If your question is, “Why?” you should probably stop reading now. I have been using Kubernetes in my day job for years, so I felt confident I could do it, and that I would probably learn something in the process. Even as the person who [spoiler alert] did it, I would be pretty skeptical of anyone who told me it was a good idea.

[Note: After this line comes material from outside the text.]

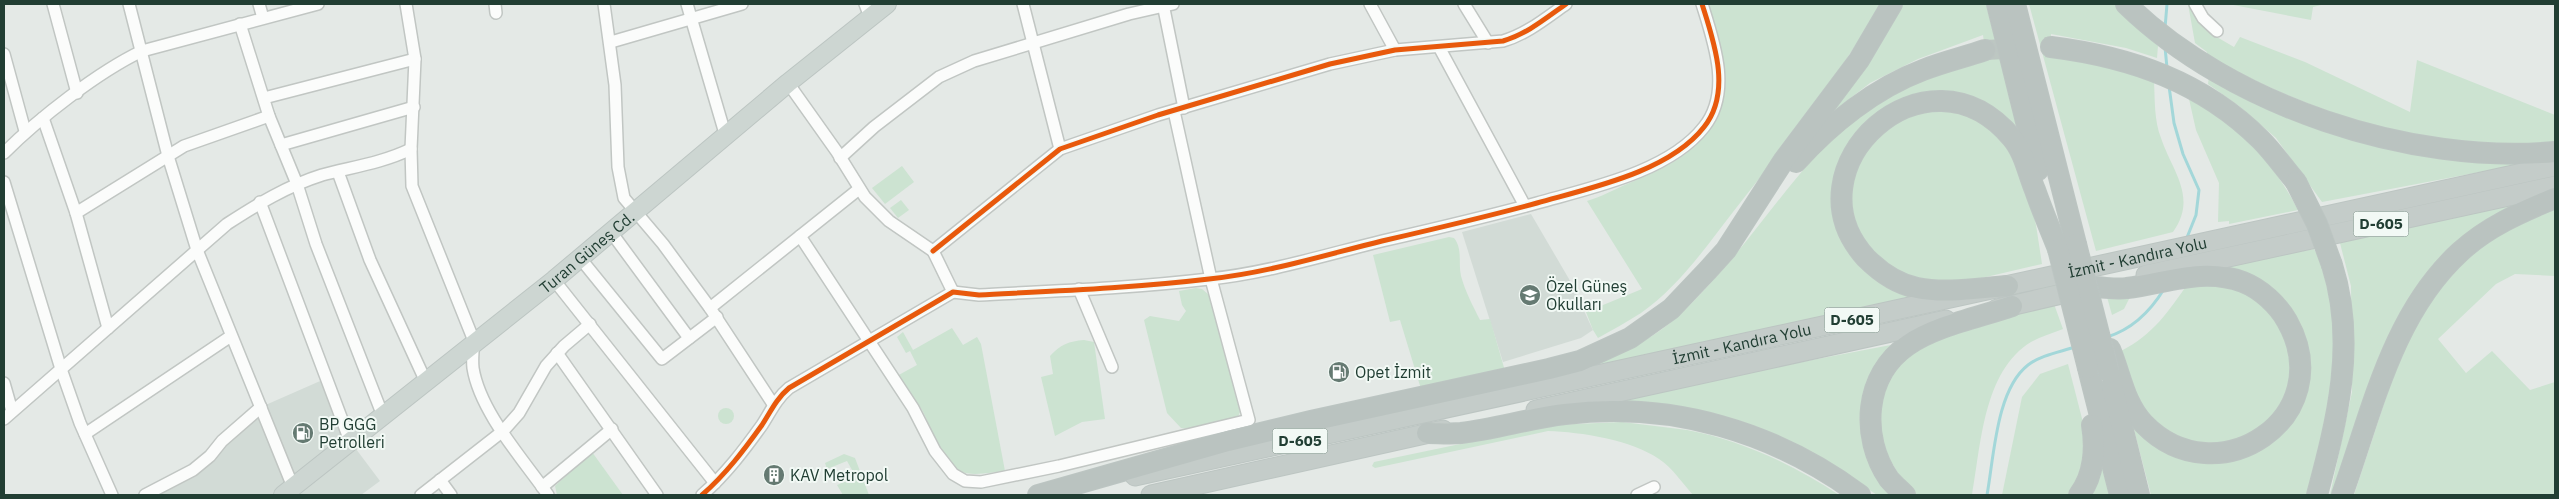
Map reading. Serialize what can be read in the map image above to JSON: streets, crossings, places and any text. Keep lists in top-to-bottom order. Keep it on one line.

Let’s just say I did it for fun.
Flavors of Kubernetes
I considered several different ways to get a Kubernetes cluster up and running. First, I considered “The Hard Way.” I still hope to go through that process one day, but as a father who is training for a marathon, my free time tends to come in short spurts, and I would rather spend my time on deploying services than managing infrastructure directly. So, I moved on to the big three ways to deploy little clusters.
Kind
Although their branding no longer reflects it, the name used to be stylized KinD (Kubernetes in Docker). I use Kind all the time because it’s a quick, easy way to create a cluster on a machine that isn’t just a Kubernetes host. It’s an official project under a Kubernetes SIG, and well supported. Kind is especially useful for developing and testing Kubernetes itself, although there are much wider use cases.
Minikube
Another offical Kubernetes SIG project. This one is designed for scenarios where you are really just looking for a single cluster to use as a playground. Great for people learning to use Kubernetes for the first time.
K3s
“The certified Kubernetes distribution built for IoT & Edge computing.”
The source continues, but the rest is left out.